● WORK TO BE COMPLETED
Retype, word for word, each line between the lines holding "M 69,873 L 80,874 L 78,896 L 67,895 Z" and "M 30,1136 L 50,1137 L 49,1148 L 29,1147 Z", inclusive, and leave the rest of the data alone.

(Data items)
╔══
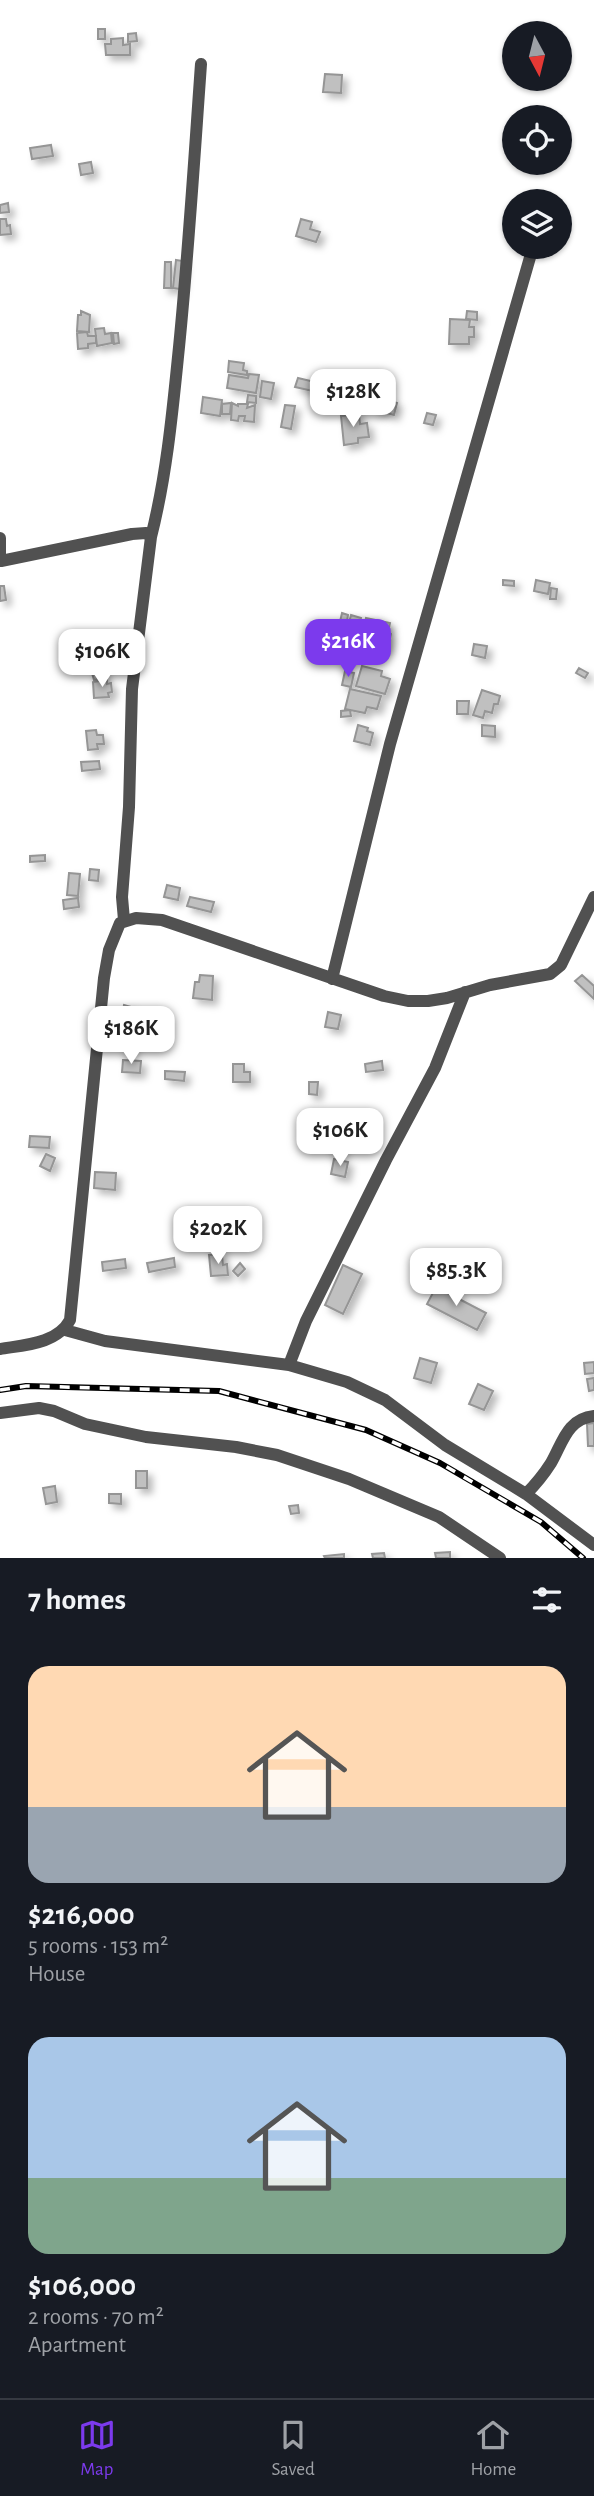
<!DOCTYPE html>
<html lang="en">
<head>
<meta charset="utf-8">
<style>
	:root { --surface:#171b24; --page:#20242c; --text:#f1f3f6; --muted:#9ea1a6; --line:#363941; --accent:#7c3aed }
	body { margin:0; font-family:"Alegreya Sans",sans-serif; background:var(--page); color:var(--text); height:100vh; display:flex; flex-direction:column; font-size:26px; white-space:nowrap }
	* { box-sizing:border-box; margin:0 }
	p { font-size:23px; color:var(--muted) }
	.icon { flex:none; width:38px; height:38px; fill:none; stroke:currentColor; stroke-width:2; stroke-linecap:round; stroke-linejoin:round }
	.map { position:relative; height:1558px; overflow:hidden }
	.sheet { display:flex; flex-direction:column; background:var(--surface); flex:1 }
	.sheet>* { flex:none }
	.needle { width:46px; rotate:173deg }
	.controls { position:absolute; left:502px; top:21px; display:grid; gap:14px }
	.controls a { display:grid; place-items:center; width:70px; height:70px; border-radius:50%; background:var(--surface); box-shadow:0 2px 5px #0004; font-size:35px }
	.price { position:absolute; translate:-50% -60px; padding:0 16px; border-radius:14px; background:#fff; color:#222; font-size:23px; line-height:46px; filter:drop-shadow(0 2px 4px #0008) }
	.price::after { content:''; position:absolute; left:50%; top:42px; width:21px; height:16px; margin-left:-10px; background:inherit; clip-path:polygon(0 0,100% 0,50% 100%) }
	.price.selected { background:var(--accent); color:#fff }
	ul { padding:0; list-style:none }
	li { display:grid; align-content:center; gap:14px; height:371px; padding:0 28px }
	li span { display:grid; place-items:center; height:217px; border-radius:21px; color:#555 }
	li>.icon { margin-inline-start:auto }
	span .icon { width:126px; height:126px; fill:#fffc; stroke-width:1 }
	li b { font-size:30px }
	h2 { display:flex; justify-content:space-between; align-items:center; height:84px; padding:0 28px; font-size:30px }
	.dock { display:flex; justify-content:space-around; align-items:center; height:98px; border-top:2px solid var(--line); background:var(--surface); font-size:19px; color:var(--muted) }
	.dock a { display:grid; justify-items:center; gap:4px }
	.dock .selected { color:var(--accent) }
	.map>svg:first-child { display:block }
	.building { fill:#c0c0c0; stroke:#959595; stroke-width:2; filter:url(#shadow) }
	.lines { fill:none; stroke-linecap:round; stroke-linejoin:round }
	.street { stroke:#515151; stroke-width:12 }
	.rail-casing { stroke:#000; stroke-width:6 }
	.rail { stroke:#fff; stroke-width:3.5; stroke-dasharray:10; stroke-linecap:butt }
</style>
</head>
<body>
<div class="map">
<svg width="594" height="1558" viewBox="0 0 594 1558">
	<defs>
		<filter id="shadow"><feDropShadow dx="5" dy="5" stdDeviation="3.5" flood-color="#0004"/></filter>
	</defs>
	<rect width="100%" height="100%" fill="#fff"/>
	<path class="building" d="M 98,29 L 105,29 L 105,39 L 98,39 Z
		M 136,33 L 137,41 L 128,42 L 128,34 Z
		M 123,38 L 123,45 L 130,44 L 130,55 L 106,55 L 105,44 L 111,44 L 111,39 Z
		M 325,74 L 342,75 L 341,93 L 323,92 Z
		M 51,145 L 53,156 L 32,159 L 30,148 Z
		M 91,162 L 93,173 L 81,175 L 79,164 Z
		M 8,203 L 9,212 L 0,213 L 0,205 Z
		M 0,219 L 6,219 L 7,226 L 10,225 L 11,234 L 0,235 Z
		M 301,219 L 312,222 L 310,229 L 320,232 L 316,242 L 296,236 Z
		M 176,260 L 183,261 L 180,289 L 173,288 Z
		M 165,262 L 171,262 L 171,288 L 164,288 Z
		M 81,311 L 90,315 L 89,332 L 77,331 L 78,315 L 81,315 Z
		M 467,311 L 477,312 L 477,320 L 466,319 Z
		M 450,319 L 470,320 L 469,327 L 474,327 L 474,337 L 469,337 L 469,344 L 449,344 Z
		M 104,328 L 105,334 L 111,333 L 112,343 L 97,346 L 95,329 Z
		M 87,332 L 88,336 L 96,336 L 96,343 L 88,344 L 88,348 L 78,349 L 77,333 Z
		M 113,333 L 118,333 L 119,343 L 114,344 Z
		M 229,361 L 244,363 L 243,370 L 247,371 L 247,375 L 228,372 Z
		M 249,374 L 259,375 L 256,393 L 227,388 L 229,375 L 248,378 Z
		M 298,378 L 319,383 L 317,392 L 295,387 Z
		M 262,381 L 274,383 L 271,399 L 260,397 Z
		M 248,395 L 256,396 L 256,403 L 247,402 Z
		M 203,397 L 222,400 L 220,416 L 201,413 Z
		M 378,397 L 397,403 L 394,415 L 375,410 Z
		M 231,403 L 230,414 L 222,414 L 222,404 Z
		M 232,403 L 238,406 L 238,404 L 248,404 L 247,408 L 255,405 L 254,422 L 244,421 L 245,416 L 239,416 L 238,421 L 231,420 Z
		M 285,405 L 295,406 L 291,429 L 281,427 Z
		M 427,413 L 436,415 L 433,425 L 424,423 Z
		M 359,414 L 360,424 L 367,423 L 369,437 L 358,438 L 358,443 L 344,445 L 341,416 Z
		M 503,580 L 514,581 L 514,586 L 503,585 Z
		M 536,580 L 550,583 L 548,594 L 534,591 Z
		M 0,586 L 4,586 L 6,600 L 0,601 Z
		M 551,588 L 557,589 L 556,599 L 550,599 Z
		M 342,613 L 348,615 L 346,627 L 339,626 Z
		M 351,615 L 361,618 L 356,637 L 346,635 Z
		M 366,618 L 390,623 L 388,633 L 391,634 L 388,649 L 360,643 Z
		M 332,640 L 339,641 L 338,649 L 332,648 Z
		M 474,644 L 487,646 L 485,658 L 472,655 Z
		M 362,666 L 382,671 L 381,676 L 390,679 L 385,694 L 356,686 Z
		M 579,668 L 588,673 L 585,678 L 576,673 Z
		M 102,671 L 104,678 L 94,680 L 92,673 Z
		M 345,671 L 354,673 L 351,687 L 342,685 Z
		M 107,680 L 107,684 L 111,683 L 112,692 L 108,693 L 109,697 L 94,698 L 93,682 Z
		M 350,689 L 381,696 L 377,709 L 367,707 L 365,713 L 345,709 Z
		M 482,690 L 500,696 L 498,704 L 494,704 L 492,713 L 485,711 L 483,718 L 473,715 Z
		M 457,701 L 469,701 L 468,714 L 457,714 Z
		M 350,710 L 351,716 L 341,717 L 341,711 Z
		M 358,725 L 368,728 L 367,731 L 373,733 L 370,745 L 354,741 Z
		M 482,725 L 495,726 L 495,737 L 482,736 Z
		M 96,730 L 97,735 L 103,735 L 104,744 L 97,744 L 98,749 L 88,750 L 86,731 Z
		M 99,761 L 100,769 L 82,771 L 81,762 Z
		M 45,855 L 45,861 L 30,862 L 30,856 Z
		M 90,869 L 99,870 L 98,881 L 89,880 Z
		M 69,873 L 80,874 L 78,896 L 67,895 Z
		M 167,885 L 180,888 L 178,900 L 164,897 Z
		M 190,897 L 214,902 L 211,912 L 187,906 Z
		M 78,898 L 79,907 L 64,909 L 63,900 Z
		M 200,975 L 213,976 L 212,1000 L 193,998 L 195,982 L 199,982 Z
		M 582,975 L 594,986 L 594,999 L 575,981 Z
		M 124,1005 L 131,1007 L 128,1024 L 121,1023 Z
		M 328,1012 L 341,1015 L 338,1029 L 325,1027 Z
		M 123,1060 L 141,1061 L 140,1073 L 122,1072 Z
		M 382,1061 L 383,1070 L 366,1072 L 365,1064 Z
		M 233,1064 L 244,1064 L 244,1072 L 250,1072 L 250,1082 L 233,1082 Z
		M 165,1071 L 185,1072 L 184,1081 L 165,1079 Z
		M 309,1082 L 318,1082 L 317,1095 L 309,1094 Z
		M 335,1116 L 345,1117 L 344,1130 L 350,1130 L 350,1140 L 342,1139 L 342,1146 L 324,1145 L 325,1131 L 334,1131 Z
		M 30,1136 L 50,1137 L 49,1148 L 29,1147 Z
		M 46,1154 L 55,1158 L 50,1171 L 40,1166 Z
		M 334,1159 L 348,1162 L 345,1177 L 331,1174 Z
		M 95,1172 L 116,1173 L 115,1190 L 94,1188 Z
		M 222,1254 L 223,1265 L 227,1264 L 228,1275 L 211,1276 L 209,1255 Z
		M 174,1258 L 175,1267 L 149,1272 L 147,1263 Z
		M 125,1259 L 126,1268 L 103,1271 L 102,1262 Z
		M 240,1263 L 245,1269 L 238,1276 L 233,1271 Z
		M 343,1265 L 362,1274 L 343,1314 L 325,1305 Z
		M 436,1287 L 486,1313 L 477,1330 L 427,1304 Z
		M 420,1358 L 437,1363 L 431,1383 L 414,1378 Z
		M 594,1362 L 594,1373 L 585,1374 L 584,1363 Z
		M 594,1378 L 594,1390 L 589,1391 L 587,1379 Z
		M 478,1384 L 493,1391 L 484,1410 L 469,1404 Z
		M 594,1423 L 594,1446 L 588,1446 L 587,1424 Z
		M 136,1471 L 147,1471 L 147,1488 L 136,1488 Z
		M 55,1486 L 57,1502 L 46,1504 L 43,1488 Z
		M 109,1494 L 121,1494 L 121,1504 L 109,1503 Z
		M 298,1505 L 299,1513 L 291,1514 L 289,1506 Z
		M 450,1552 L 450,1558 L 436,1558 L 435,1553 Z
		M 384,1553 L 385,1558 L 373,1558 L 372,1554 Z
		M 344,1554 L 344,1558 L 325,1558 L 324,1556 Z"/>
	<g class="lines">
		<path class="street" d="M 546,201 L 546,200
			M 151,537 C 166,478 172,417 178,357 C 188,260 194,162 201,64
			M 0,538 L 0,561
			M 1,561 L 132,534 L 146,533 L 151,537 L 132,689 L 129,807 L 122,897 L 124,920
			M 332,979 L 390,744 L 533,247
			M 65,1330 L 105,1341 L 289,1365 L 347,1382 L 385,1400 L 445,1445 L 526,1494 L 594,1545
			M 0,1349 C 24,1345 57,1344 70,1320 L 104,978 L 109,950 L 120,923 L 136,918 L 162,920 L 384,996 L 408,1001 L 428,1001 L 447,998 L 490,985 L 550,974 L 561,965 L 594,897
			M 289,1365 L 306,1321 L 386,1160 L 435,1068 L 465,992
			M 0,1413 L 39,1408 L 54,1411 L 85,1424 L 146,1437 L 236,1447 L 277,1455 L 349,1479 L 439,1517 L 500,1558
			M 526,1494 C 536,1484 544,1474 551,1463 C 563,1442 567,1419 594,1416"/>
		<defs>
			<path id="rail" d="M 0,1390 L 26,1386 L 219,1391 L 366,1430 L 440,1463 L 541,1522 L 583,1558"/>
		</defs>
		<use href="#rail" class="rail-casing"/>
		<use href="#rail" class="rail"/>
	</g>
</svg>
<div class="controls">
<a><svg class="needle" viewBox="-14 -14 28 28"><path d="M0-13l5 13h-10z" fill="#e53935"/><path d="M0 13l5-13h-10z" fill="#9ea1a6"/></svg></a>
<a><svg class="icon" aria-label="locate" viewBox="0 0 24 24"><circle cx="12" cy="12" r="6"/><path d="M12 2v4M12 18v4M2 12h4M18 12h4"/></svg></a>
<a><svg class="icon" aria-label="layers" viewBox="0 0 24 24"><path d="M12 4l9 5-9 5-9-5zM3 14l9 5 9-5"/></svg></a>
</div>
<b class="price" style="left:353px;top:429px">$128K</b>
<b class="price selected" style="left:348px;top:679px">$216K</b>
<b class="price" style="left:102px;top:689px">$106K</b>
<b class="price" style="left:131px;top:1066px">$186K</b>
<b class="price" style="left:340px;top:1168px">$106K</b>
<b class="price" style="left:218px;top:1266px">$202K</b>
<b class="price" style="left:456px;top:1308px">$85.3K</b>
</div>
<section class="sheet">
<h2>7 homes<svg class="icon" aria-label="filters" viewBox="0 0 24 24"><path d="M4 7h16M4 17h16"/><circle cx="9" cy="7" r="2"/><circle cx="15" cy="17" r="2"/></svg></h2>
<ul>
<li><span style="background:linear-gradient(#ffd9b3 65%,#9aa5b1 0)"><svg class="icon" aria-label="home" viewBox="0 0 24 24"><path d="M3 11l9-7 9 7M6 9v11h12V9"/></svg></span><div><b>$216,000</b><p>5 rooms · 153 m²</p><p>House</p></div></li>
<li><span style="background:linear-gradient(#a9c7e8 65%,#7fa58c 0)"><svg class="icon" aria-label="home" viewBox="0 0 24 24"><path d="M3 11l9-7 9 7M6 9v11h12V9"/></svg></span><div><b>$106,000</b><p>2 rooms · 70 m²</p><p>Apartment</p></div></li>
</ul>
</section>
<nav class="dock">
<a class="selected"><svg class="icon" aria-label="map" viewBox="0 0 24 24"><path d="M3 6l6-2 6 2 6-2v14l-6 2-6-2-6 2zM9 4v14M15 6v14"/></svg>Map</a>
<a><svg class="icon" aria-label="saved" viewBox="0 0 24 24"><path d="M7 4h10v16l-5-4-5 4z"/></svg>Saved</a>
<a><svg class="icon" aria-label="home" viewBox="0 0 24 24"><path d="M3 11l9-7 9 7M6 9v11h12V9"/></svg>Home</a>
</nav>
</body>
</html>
╚══
● EXERCISE RESPONSE
		M 69,873 L 80,874 L 78,896 L 67,895 Z
		M 167,885 L 180,888 L 178,900 L 164,897 Z
		M 190,897 L 214,902 L 211,912 L 187,906 Z
		M 78,898 L 79,907 L 64,909 L 63,900 Z
		M 200,975 L 213,976 L 212,1000 L 193,998 L 195,982 L 199,982 Z
		M 582,975 L 594,986 L 594,999 L 575,981 Z
		M 124,1005 L 131,1007 L 128,1024 L 121,1023 Z
		M 328,1012 L 341,1015 L 338,1029 L 325,1027 Z
		M 123,1060 L 141,1061 L 140,1073 L 122,1072 Z
		M 382,1061 L 383,1070 L 366,1072 L 365,1064 Z
		M 233,1064 L 244,1064 L 244,1072 L 250,1072 L 250,1082 L 233,1082 Z
		M 165,1071 L 185,1072 L 184,1081 L 165,1079 Z
		M 309,1082 L 318,1082 L 317,1095 L 309,1094 Z
		M 335,1116 L 345,1117 L 344,1130 L 350,1130 L 350,1140 L 342,1139 L 342,1146 L 324,1145 L 325,1131 L 334,1131 Z
		M 30,1136 L 50,1137 L 49,1148 L 29,1147 Z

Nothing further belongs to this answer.